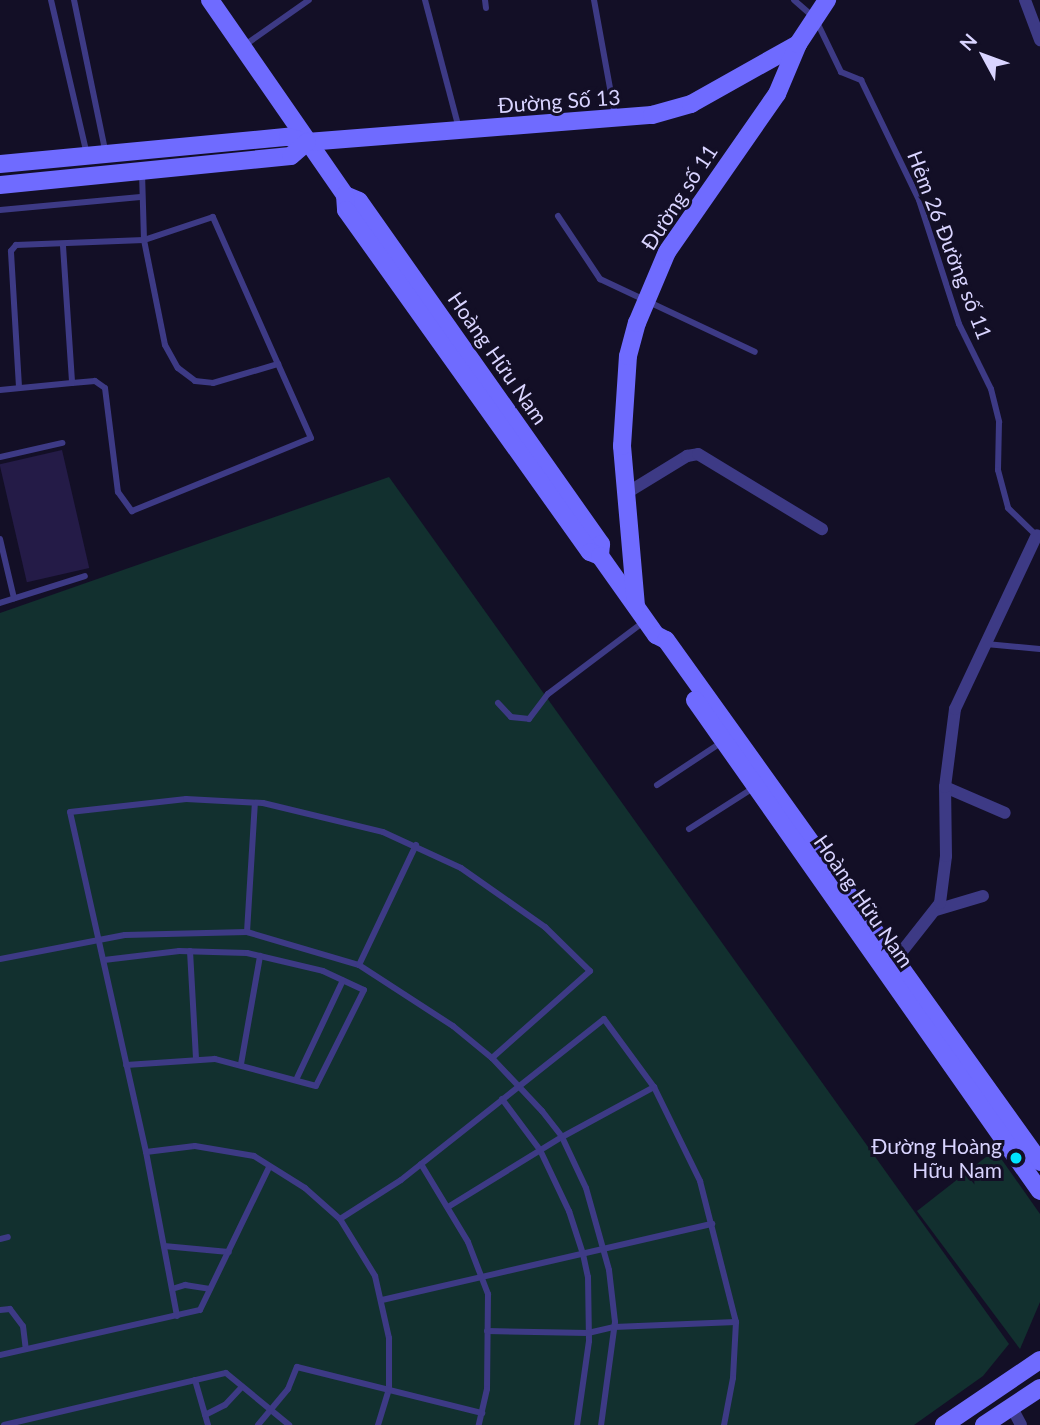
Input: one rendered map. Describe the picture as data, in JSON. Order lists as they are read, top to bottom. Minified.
{"streets":{"main road":["Đường Số 13","Đường số 11","Hoàng Hữu Nam"],"lane":["Hẻm 26 Đường số 11"]},"crossings":[["Đường Số 13","Đường số 11"],["Đường Số 13","Hoàng Hữu Nam"],["Đường số 11","Hẻm 26 Đường số 11"],["Đường số 11","Hoàng Hữu Nam"]],"places":["Đường Hoàng Hữu Nam"],"north":"top left"}
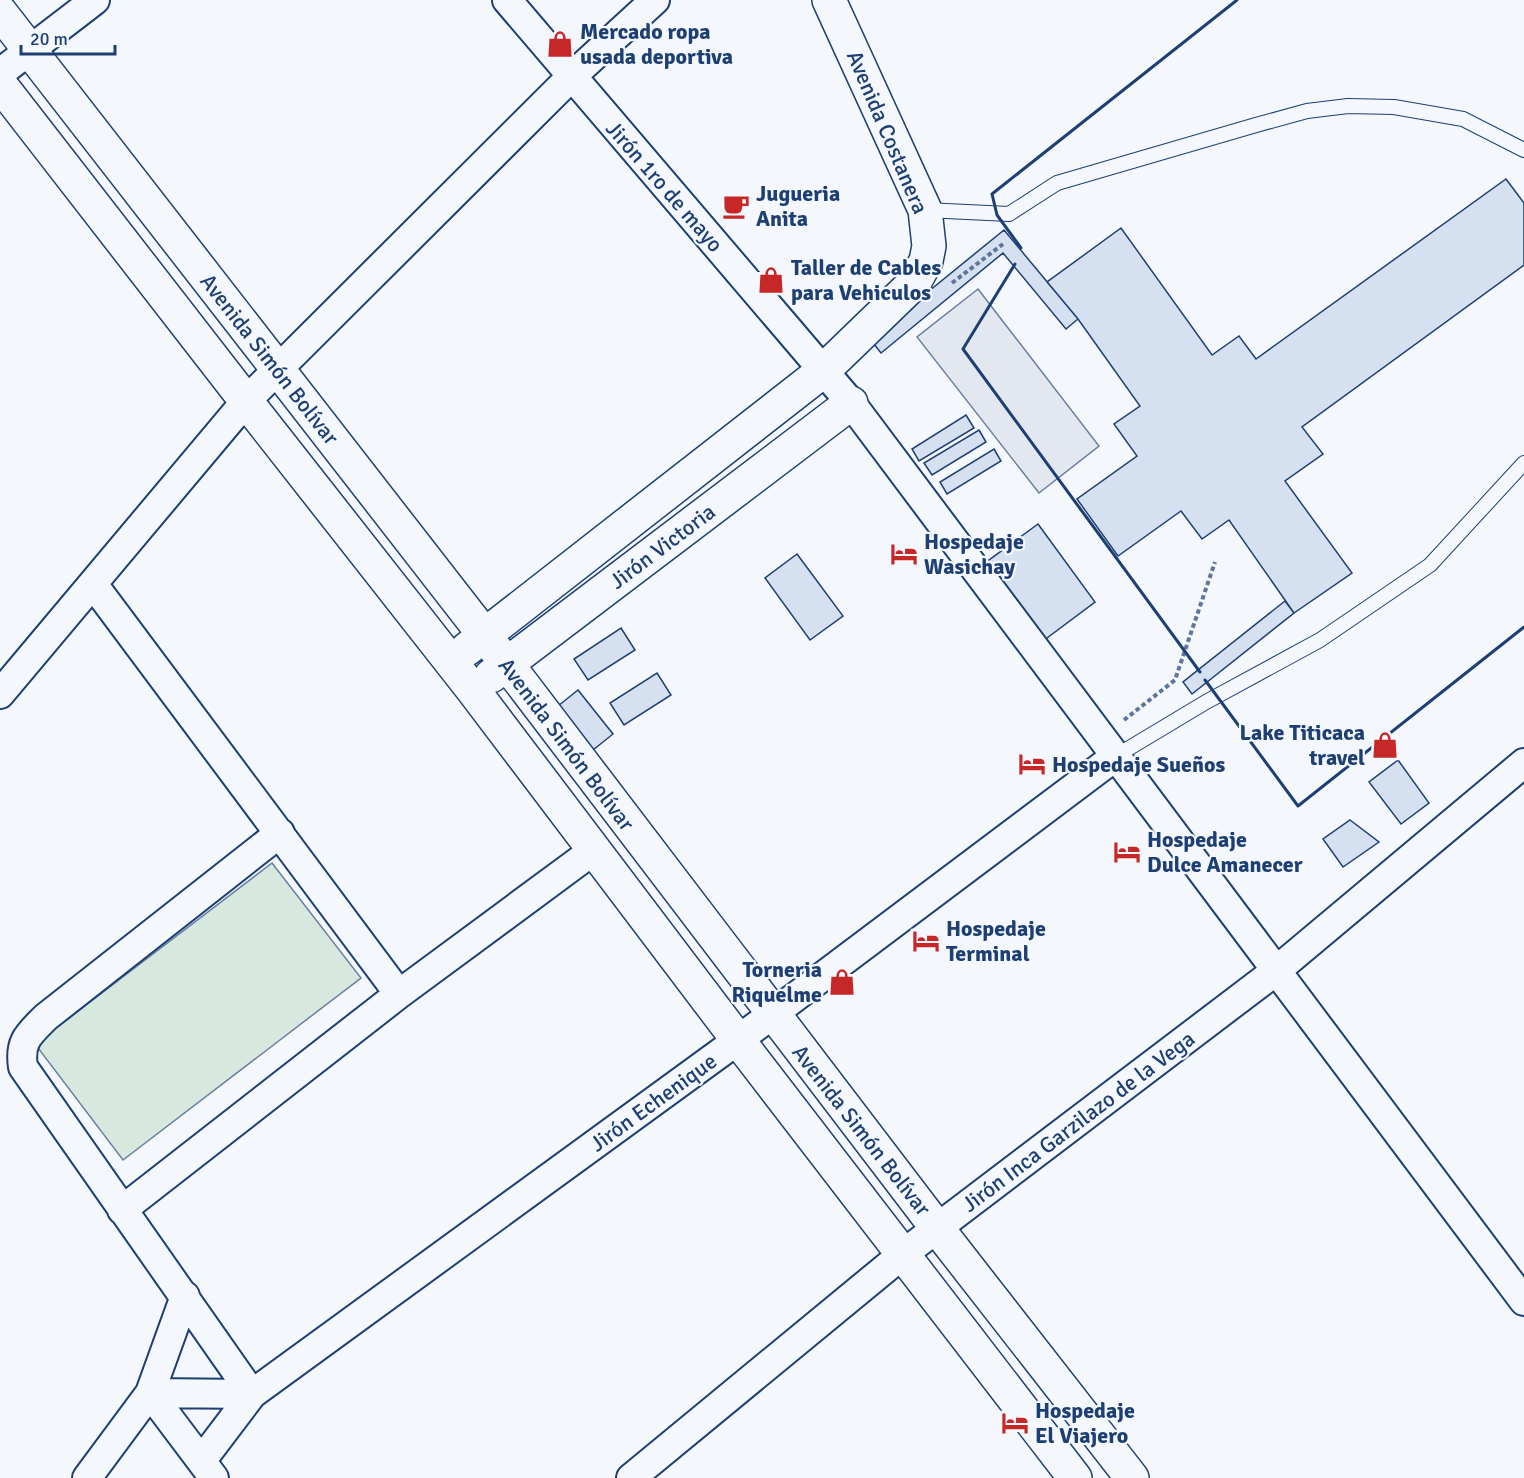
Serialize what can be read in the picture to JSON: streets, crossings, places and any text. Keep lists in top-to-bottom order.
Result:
{
  "streets": {
    "street": [
      "Avenida Costanera",
      "Jirón 1ro de mayo",
      "Avenida Simón Bolívar",
      "Jirón Victoria",
      "Jirón Echenique",
      "Jirón Inca Garzilazo de la Vega"
    ]
  },
  "crossings": [
    ["Avenida Costanera", "Jirón 1ro de mayo"],
    ["Avenida Costanera", "Jirón Victoria"],
    ["Jirón 1ro de mayo", "Jirón Victoria"],
    ["Jirón 1ro de mayo", "Jirón Echenique"],
    ["Jirón 1ro de mayo", "Jirón Inca Garzilazo de la Vega"],
    ["Avenida Simón Bolívar", "Jirón Victoria"],
    ["Avenida Simón Bolívar", "Jirón Echenique"],
    ["Avenida Simón Bolívar", "Jirón Inca Garzilazo de la Vega"]
  ],
  "places": {
    "shop": [
      "Mercado ropa usada deportiva",
      "Taller de Cables para Vehiculos",
      "Lake Titicaca travel",
      "Torneria Riquelme"
    ],
    "cafe": ["Jugueria Anita"],
    "hotel": [
      "Hospedaje Wasichay",
      "Hospedaje Sueños",
      "Hospedaje Dulce Amanecer",
      "Hospedaje Terminal",
      "Hospedaje El Viajero"
    ]
  },
  "scale_bar": "20 m"
}
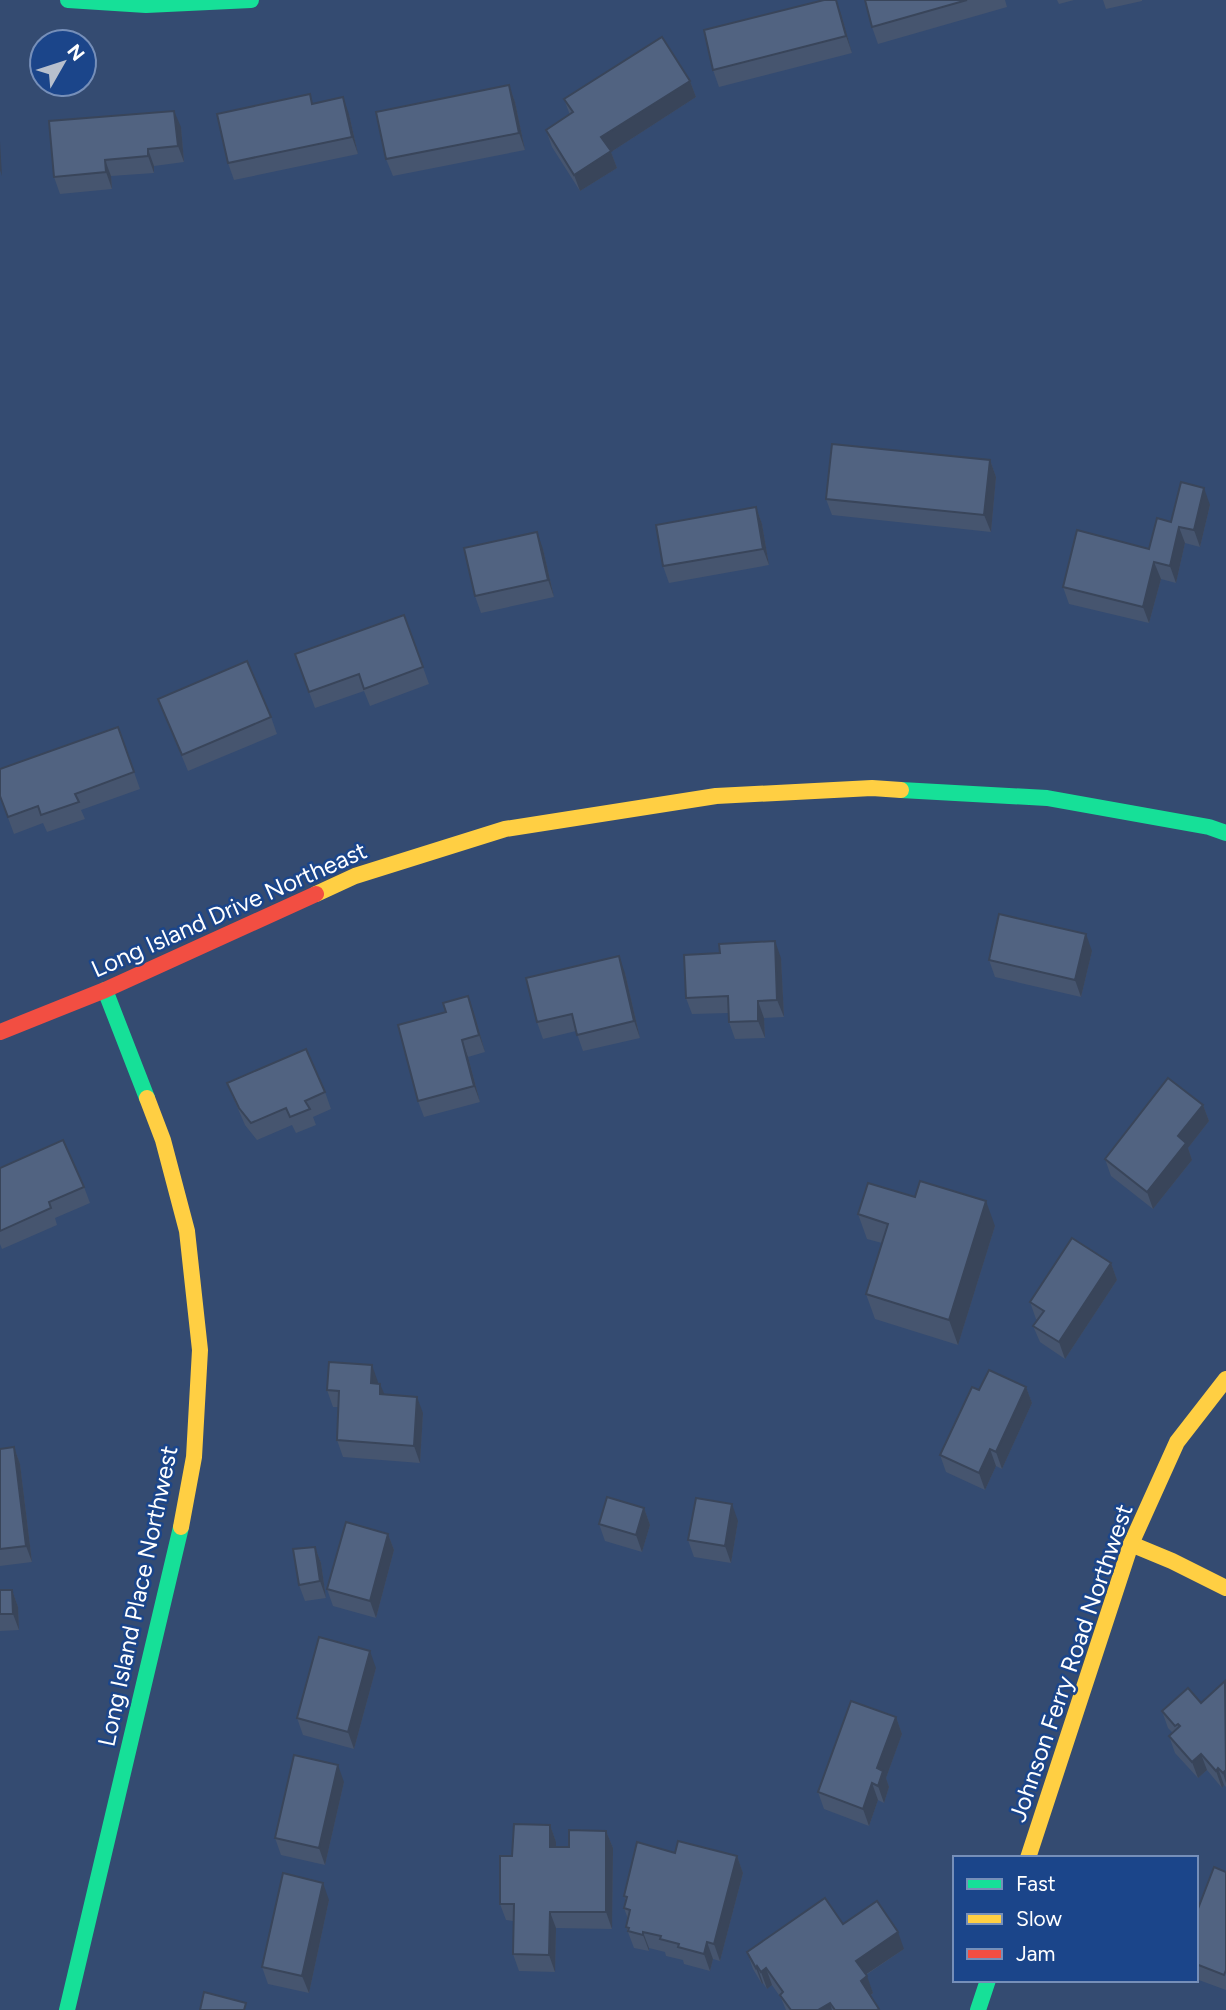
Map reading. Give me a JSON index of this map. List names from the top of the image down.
{
  "streets": {
    "street": ["Long Island Drive Northeast", "Long Island Place Northwest", "Johnson Ferry Road Northwest"]
  },
  "crossings": [
    ["Long Island Drive Northeast", "Long Island Place Northwest"]
  ],
  "legend": ["Fast", "Slow", "Jam"],
  "north": "top right"
}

▸ TASK TO COMPLETE:
Find the line that contains "Map reading. Give" in the data above. Reproduce it and every later line exactly, through the last one.

▸ OUTPUT OF THE TASK:
Map reading. Give me a JSON index of this map. List names from the top of the image down.
{
  "streets": {
    "street": ["Long Island Drive Northeast", "Long Island Place Northwest", "Johnson Ferry Road Northwest"]
  },
  "crossings": [
    ["Long Island Drive Northeast", "Long Island Place Northwest"]
  ],
  "legend": ["Fast", "Slow", "Jam"],
  "north": "top right"
}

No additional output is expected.